I've also felt it important to show my son the many First & Second War cemetaries and sites in France, Germany and the Low Countries, not so much to 'enforce' on him any beliefs or ideals, but so that he can see for himself the costs of war.

The rights and wrongs of political beliefs are for others to judge, but the cost to so many parents is as graphic in this amazing posting as any war cemetary that I've seen in Europe.
It's an excellent posting, and the work in presenting it with simple facts and an image is an outstanding online memorial worthy of any war graves cemetary status. Well done.

Regarding your comments re civilian casulties - yes, it's the other side of the war story which is often ignored and sometimes hard to comprehend.

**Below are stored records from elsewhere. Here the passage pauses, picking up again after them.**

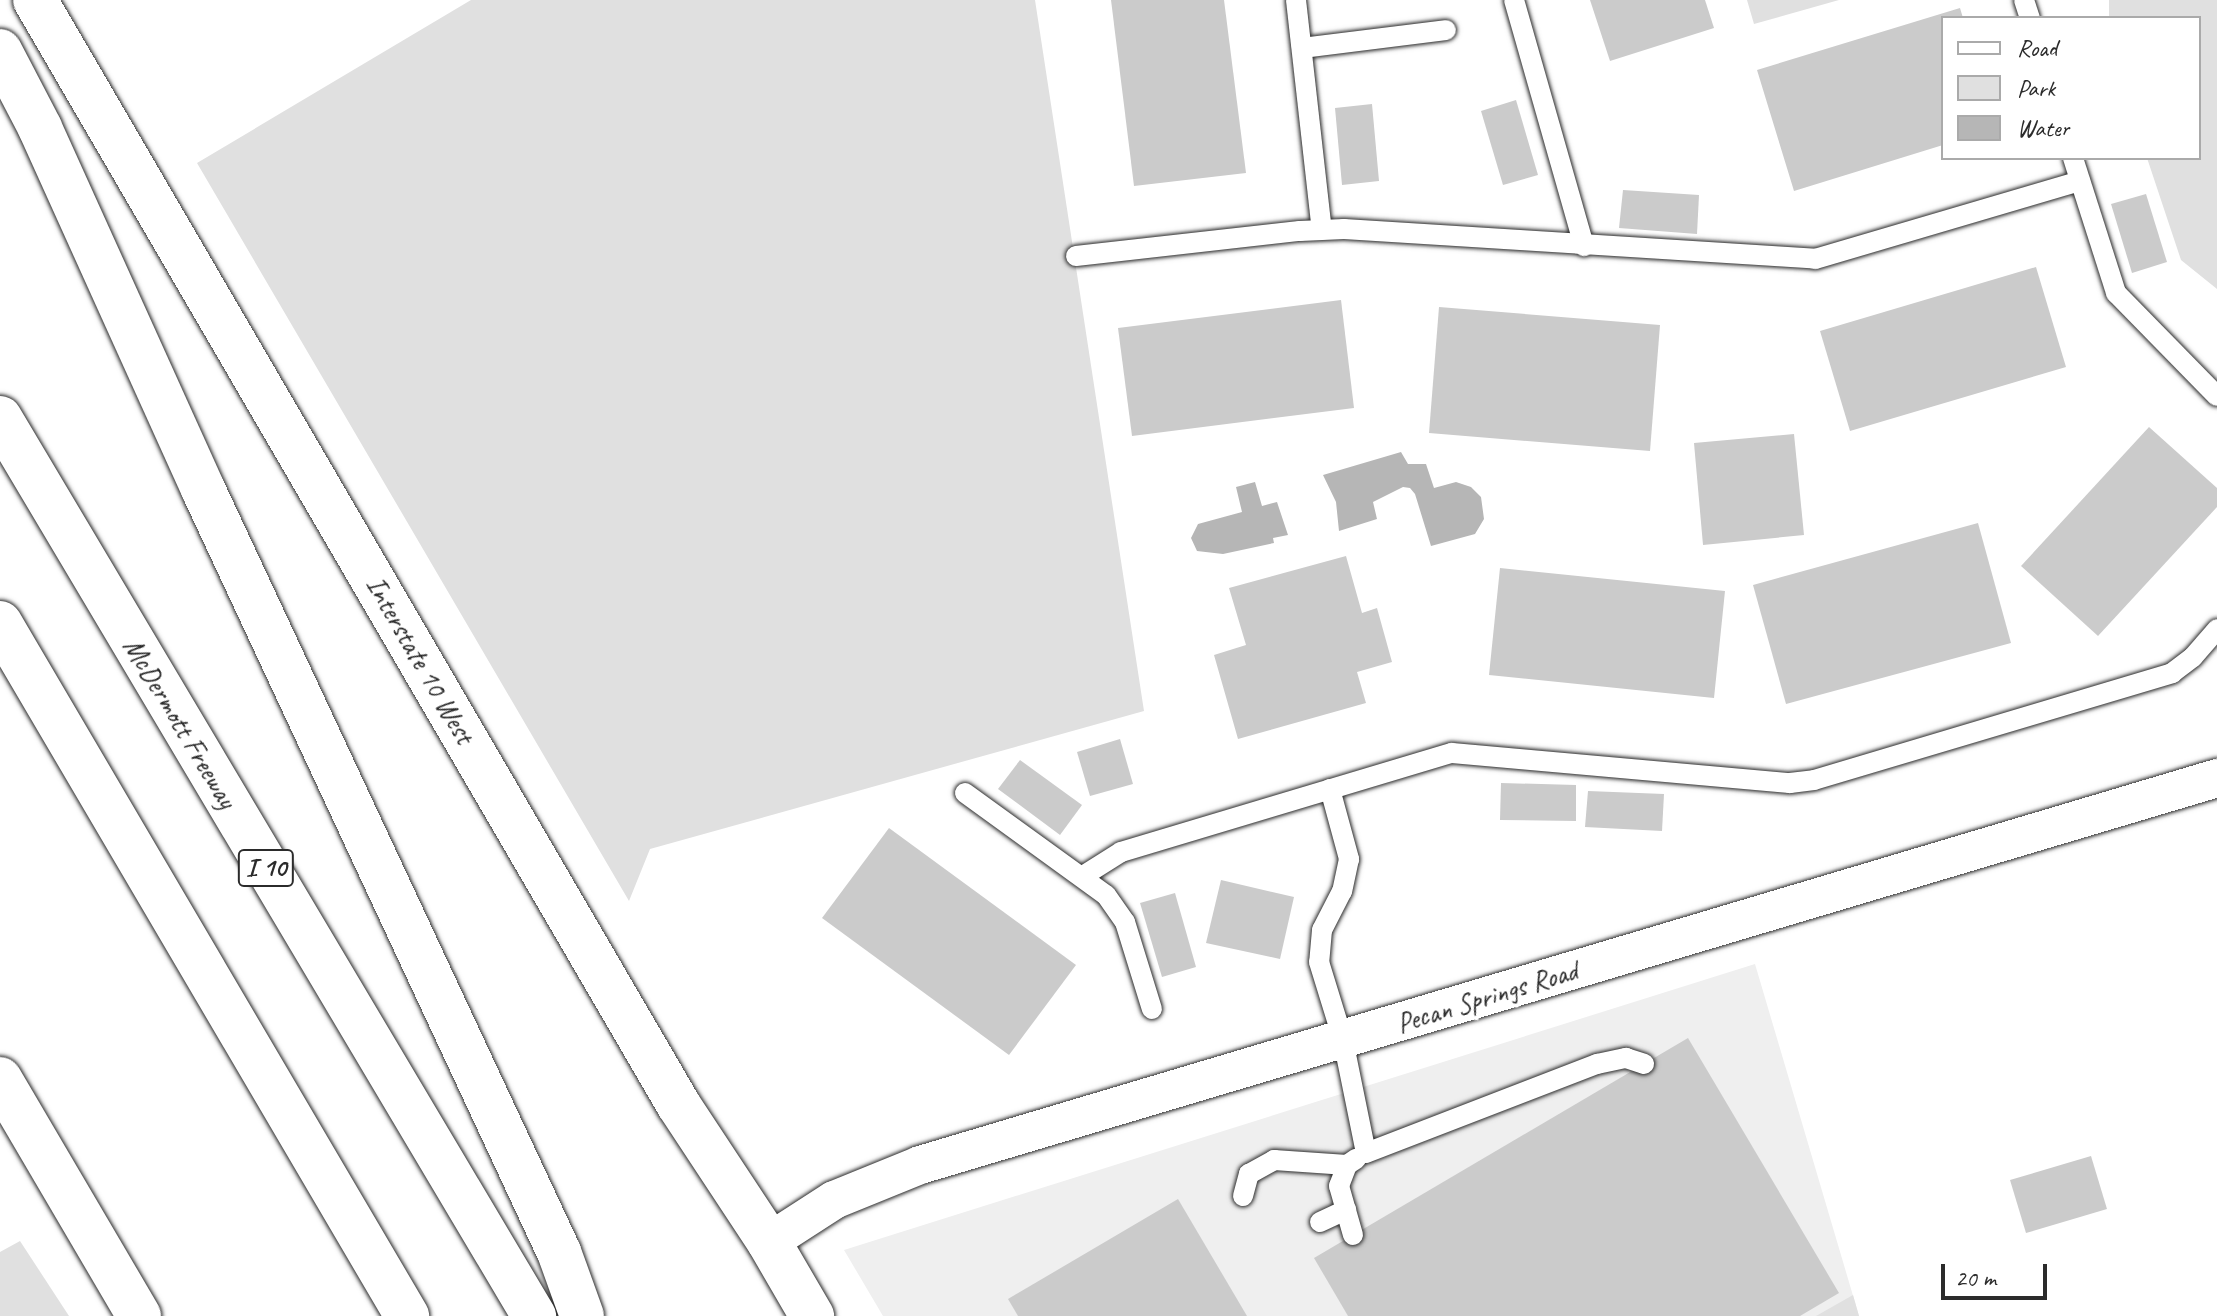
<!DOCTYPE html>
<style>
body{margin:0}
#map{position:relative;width:2217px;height:1316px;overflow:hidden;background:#fff;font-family:Caveat,sans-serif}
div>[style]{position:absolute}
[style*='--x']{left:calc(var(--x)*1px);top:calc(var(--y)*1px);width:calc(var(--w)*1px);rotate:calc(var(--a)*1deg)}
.built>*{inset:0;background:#efefef}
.green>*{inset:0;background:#e0e0e0}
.water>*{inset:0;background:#b6b6b6}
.building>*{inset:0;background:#cbcbcb}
.roads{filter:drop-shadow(0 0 2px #2b2b2b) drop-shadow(0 0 2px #2b2b2b)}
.lane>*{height:20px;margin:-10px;padding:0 10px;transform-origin:10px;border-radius:10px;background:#fff}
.street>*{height:38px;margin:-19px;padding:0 19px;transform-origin:19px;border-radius:19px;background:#fff}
.secondary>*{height:44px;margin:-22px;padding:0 22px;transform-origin:22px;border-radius:22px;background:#fff}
.highway>*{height:44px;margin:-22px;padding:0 22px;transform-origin:22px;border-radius:22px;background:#fff}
span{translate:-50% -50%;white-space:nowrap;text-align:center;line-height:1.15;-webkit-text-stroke:8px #fff;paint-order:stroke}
.shield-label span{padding:2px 6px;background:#fff;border:2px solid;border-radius:6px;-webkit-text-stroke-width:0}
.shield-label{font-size:26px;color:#2b2b2b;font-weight:700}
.street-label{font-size:28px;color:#2b2b2b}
.legend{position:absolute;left:1941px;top:16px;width:260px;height:144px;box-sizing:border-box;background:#fff;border:2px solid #aaa;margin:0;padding:10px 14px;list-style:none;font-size:24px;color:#2b2b2b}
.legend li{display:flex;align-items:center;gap:16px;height:40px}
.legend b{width:40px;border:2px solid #aaa}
.scale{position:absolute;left:1941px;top:1264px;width:106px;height:36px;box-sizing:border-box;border:4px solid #2b2b2b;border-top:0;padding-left:10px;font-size:24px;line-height:28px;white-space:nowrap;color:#2b2b2b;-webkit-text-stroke:6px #fff;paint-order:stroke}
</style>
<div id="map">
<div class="built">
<div style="clip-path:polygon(1755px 964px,1859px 1316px,883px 1316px,844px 1250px)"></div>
</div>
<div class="green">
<div style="clip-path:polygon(471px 0,1035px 0,1144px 711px,650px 849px,629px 901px,197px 163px)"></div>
<div style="clip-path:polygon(1747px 0,1839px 0,1754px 24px)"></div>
<div style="clip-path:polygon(2109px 0,2217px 0,2217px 289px,2181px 260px,2147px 158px,2199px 158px,2199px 18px,2109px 18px)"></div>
<div style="clip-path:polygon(20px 1241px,69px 1316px,0 1316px,0 1252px)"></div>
<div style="clip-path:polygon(1853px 1295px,1859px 1316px,1816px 1316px)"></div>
</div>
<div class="water">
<div style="clip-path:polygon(1401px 452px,1408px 464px,1426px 464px,1434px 488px,1456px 482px,1471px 487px,1481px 497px,1484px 519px,1475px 534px,1431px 546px,1415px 494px,1410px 488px,1403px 487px,1373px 502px,1377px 519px,1339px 531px,1336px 502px,1323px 475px)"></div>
<div style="clip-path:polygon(1255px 482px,1262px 506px,1277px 502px,1288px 535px,1273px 538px,1274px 543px,1223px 554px,1197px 551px,1191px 538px,1198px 524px,1242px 512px,1236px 487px)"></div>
</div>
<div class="building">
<div style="clip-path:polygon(1111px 0,1224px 0,1246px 173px,1134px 186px)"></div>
<div style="clip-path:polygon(1590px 0,1705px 0,1714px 28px,1610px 61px)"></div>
<div style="clip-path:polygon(1960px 8px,1963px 18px,1943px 18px,1943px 145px,1794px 191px,1757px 70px)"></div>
<div style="clip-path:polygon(1516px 100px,1538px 175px,1503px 185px,1481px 111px)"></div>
<div style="clip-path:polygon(1372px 104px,1379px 181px,1342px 185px,1335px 108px)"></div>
<div style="clip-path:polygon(1623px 190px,1699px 195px,1697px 234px,1619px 228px)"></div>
<div style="clip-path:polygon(2146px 194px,2167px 262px,2132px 273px,2111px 204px)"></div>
<div style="clip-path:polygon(2036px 267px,2066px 367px,1850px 431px,1820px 331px)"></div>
<div style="clip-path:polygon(1341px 300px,1354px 408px,1132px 436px,1118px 328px)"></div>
<div style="clip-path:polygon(1439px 307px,1660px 325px,1650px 451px,1429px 433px)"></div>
<div style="clip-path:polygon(2149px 427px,2217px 488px,2217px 507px,2098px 636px,2021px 566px)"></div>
<div style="clip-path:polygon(1794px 434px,1804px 535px,1703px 545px,1694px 443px)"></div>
<div style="clip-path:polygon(1978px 523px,2011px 643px,1786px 704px,1753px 585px)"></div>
<div style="clip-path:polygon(1346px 556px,1362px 613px,1377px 608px,1392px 662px,1357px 672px,1366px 703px,1238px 739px,1214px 655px,1246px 645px,1229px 588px)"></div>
<div style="clip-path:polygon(1500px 568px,1725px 591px,1714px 698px,1489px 675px)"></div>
<div style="clip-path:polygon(1120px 739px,1133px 784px,1090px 796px,1077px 752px)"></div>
<div style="clip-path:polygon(1020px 760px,1082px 805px,1060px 835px,998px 789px)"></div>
<div style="clip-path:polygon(1501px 783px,1576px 785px,1576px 821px,1500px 820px)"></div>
<div style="clip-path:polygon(1588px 791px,1664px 794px,1662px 831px,1585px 827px)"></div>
<div style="clip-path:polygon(889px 828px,1076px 965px,1009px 1055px,822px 918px)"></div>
<div style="clip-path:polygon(1221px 880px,1294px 897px,1280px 959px,1206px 943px)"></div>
<div style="clip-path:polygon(1175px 893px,1196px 967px,1162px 977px,1140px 903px)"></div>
<div style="clip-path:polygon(1688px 1038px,1839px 1293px,1800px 1316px,1348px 1316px,1314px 1258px)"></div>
<div style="clip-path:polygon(2091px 1156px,2107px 1209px,2026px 1233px,2010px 1180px)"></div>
<div style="clip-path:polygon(1178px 1199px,1247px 1316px,1018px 1316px,1008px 1299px)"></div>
</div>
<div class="roads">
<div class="lane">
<div style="--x:1296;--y:0;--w:231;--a:83.6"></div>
<div style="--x:1514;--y:0;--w:256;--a:74.1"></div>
<div style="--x:2024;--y:0;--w:19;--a:72"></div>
<div style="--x:1302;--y:48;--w:145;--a:-7.1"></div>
<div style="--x:2073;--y:158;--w:142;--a:72.3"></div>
<div style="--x:2116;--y:293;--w:144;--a:45.6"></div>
<div style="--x:1076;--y:256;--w:225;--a:-6.4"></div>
<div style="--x:1300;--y:231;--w:44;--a:-2.6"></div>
<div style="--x:1344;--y:229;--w:472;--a:3.6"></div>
<div style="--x:1815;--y:259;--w:276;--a:-16.4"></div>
<div style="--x:1330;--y:789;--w:73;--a:74.8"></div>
<div style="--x:1349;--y:859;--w:33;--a:102"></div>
<div style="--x:1342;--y:891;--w:44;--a:117.1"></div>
<div style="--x:1322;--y:930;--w:32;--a:95"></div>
<div style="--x:1319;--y:962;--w:82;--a:72.9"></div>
<div style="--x:1343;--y:1040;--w:115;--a:78.5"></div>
<div style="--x:1366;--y:1153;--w:248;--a:-21.1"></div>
<div style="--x:1597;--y:1064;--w:30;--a:-12"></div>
<div style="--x:1626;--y:1058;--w:19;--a:18"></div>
<div style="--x:965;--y:793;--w:174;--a:35.9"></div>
<div style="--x:1106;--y:895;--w:33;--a:55"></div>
<div style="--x:1125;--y:922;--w:91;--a:72.8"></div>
<div style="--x:1083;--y:876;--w:45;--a:-32.3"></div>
<div style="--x:1121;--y:852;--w:345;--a:-16.7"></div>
<div style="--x:1452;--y:753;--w:339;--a:5.1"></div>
<div style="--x:1790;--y:783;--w:24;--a:-7"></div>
<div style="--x:1814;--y:780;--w:374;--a:-16.6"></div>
<div style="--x:2172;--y:673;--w:26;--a:-37"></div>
<div style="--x:2193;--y:657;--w:37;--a:-49"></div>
<div style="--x:1243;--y:1196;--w:23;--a:-75"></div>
<div style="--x:1249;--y:1174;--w:29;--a:-29"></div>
<div style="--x:1274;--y:1160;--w:73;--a:3.9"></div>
<div style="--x:1320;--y:1222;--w:29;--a:-25"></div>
<div style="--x:1353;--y:1235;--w:51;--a:-105.9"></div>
<div style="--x:1339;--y:1186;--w:22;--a:-69"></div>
<div style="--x:1347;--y:1165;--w:11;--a:-34"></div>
</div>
<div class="street">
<div style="--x:769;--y:1242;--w:77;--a:-32.9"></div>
<div style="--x:834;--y:1200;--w:93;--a:-22.1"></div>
<div style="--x:920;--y:1165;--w:1354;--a:-16.61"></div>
</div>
<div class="secondary">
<div style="--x:35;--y:0;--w:1278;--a:59.78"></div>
<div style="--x:678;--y:1104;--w:165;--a:56.6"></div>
<div style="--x:769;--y:1242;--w:86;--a:59.8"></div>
<div style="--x:0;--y:1079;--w:275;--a:59.6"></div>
</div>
<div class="highway">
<div style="--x:0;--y:51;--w:87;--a:62.5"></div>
<div style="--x:40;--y:128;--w:396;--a:65.7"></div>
<div style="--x:203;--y:489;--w:842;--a:64.99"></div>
<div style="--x:559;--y:1252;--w:68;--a:70.2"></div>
<div style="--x:0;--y:418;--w:1045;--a:59.26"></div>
<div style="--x:0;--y:623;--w:804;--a:59.57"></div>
</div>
</div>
<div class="shield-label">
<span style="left:266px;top:868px">I 10</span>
</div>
<div class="street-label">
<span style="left:420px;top:660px;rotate:60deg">Interstate 10 West</span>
<span style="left:180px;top:723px;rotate:59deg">McDermott Freeway</span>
<span style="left:1487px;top:997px;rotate:-17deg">Pecan Springs Road</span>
</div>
<ul class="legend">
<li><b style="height:10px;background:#fff"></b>Road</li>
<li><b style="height:22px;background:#e0e0e0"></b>Park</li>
<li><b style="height:22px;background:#b6b6b6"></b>Water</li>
</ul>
<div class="scale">20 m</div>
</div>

The effort and work to create an online memorial for them would be massive, and the impact of how to put over the shear numbers involved could be difficult without the view being a mass of dots. Your method of locating a soldier's hometown is good for this initial 'memorial', but in a warzone civilian type memorial you could have tens or hundreds of caulties just in one small location.
However, there is perhaps some method to symbolise and recognise the civilian losses within a war zone, but the best means to do it simply, effectively, and sensitively with respect, is obviously going to be quite difficult.